Leaf Trait Acclimation Amplifies Simulated Climate Warming in Response to Elevated Carbon Dioxide
Global Biogeochemical Cycles Read Article

The thickening of plant leaves as atmospheric CO2 levels rise could reduce how much carbon vegetation takes up, a new study suggests. Leaves can thicken by as much as a third under elevated CO2 concentrations, the researchers say, making them less efficient in sequestering carbon from the atmosphere. Model simulations using high CO2 levels projected towards the end of the century show a reduced “carbon sink” from plants of around 6.4m tonnes of carbon per year. Reduced evapotranspiration and albedo in the thicker leaves could also cause an additional average warming at the Earth’s surface of 0.3C, the authors note.
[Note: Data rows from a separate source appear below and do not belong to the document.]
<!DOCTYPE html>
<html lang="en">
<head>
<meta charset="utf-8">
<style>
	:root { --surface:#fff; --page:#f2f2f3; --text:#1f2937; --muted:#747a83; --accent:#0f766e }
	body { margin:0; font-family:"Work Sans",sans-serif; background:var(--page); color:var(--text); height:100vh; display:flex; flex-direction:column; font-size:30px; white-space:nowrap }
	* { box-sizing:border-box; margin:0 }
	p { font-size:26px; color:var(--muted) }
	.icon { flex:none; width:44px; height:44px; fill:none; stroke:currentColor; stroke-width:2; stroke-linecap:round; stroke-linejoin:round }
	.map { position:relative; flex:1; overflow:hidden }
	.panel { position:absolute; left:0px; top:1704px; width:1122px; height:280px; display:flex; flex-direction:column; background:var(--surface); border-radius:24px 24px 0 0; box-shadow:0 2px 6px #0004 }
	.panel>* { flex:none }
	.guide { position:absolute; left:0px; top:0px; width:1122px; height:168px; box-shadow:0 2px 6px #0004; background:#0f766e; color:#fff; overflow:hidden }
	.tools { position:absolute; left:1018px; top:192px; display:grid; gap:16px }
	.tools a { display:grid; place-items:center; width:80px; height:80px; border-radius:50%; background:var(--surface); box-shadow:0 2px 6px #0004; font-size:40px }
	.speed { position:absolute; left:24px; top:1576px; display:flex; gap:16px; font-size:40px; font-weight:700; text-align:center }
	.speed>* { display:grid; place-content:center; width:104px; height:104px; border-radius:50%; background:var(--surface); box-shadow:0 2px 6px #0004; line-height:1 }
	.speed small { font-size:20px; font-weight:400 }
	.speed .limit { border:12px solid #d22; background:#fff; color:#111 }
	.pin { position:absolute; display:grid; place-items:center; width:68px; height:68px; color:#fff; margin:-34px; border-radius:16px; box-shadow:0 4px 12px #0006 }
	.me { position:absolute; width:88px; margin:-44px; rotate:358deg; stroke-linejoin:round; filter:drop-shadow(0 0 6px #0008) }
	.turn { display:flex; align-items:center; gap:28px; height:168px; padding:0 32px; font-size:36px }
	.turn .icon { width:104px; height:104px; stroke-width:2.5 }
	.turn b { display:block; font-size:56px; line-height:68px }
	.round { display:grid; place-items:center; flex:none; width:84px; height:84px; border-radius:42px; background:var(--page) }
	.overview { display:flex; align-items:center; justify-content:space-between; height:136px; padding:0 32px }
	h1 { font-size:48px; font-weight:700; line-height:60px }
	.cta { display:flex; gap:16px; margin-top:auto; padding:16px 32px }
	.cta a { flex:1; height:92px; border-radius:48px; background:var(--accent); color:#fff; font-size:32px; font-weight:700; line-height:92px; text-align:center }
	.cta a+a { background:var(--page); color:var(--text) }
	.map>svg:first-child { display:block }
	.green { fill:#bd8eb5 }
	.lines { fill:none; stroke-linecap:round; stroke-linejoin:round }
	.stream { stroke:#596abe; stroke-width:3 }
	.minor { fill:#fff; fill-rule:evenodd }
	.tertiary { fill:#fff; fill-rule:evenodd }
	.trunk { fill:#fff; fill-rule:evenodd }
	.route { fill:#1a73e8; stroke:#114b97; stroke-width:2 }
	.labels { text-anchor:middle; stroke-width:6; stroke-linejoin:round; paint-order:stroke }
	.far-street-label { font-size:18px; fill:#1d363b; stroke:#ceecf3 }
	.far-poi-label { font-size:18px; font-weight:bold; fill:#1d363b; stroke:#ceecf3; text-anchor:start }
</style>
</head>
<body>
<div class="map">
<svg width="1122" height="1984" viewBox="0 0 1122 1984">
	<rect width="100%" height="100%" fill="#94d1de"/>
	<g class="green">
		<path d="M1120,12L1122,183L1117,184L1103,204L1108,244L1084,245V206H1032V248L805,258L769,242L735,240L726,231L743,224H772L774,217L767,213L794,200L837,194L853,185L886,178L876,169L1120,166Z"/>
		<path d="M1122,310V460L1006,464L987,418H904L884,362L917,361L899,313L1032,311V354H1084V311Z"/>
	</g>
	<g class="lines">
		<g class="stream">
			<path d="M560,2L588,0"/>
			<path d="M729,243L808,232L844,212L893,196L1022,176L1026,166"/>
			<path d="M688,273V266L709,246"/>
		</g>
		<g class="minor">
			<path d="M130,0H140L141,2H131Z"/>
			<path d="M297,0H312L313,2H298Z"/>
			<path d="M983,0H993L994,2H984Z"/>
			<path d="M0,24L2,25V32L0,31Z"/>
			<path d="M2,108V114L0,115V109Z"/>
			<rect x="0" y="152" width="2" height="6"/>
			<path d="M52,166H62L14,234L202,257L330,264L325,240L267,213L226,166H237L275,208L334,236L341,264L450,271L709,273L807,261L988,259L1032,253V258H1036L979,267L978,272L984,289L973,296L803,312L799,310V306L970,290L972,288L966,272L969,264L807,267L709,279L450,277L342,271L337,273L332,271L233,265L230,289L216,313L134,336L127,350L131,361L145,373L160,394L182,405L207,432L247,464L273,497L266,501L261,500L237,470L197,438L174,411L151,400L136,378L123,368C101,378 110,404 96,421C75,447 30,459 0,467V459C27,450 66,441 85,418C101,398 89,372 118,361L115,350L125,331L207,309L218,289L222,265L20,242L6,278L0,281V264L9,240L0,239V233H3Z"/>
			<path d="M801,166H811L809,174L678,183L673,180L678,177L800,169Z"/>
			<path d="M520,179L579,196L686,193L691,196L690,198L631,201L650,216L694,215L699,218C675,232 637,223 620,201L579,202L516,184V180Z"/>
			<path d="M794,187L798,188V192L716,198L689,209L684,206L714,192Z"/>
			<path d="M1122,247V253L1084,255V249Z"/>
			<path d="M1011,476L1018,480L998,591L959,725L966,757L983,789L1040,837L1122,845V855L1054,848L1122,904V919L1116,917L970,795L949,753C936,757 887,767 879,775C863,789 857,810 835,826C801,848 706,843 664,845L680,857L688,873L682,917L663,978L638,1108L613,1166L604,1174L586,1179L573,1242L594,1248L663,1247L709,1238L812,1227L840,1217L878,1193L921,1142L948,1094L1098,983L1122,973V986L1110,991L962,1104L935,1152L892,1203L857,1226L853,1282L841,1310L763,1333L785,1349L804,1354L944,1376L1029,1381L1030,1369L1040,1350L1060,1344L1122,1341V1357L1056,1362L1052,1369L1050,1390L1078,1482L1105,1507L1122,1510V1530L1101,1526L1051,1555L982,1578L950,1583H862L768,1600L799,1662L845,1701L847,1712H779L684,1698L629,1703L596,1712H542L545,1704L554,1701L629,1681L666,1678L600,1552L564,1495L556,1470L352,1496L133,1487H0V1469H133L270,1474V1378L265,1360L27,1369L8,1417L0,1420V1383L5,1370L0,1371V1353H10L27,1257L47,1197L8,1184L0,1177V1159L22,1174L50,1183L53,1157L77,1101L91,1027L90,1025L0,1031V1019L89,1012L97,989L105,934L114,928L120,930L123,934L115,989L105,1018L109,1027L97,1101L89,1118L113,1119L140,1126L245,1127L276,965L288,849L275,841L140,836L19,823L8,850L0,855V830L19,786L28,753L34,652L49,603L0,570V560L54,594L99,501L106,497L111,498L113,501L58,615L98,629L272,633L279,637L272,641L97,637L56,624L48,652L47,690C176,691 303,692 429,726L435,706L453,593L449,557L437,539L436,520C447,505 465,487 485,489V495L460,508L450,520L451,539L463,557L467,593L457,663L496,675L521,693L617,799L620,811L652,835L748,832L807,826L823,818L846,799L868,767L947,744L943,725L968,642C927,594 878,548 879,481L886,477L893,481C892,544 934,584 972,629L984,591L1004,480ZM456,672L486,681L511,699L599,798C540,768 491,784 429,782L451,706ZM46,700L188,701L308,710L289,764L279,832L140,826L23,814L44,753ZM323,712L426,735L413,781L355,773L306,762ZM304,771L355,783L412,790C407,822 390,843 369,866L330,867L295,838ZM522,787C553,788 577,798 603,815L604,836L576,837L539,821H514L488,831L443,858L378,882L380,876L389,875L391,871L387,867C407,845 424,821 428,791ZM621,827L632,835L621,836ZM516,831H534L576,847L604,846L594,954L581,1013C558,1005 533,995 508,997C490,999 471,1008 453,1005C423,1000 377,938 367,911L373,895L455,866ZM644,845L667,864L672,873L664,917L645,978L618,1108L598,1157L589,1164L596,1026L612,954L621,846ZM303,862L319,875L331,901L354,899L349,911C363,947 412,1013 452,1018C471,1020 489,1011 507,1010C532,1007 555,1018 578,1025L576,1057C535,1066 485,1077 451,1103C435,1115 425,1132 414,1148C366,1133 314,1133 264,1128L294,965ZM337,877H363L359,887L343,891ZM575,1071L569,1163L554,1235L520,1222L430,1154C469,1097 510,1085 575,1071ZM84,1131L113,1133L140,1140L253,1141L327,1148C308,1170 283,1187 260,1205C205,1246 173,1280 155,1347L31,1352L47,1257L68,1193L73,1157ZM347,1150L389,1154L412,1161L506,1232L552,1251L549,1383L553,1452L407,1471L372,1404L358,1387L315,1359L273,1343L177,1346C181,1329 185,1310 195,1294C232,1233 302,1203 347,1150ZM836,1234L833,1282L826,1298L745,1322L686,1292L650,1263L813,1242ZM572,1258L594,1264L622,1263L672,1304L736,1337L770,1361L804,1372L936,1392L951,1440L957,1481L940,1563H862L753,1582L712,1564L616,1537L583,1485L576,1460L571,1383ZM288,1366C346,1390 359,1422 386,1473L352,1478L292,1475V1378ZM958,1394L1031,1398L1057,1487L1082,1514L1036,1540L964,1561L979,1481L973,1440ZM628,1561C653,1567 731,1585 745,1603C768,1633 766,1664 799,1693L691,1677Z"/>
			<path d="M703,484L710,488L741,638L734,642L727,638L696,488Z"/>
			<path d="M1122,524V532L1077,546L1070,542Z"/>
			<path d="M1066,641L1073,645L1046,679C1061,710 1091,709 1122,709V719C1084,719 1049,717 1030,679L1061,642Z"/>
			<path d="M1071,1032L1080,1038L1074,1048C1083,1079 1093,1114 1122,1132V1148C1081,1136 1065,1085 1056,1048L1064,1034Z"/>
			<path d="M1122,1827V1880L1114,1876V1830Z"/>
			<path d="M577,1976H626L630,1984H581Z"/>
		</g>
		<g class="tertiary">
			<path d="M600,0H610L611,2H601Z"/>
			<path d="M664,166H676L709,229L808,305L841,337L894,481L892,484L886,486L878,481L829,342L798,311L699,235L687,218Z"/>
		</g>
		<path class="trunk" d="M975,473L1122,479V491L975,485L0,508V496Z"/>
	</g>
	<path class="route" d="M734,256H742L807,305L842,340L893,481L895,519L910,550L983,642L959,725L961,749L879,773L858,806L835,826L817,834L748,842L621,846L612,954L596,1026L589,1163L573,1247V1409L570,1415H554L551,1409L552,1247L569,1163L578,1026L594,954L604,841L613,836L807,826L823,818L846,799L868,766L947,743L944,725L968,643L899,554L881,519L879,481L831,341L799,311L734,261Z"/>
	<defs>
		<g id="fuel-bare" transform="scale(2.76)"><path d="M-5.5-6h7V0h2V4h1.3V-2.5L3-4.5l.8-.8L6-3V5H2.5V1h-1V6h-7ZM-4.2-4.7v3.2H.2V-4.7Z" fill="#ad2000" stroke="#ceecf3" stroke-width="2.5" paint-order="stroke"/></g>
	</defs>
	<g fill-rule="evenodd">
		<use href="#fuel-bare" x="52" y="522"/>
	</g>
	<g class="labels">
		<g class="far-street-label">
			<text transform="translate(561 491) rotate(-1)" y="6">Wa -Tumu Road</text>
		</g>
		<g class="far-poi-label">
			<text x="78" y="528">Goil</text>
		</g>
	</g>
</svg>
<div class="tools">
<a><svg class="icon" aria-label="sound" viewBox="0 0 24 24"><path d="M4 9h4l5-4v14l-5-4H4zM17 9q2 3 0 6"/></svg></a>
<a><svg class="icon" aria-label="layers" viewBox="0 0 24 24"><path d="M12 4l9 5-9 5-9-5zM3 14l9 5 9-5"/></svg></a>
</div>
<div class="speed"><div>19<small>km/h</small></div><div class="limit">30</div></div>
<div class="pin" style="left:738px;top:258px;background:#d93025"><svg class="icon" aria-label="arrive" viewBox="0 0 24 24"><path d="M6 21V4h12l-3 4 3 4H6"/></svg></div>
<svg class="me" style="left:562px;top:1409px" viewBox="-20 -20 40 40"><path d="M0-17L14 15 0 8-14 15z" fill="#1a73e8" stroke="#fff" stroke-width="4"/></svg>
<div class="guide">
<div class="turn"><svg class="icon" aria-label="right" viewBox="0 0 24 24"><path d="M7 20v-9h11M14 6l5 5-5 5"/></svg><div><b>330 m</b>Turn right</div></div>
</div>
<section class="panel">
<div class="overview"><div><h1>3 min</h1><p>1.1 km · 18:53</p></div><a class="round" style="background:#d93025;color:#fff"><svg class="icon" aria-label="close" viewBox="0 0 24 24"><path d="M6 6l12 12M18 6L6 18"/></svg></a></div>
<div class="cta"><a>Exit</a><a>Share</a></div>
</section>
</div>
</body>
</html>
Exacerbated fires in Mediterranean Europe due to anthropogenic warming projected with non-stationary climate-fire models
Nature Communications Read Article

Rising global temperatures could see the area burned by summer wildfires in the Mediterranean increase by as much as 100%, a new study suggests. The researchers analysed how warmer and drier conditions in southern Europe would affect wildfires under 1.5C, 2C and 3C above pre-industrial levels. The findings suggest that the “higher the warming level is, the larger is the increase of burned area”, with increases ranging from around 40% to 100% across 1.5C to 3C.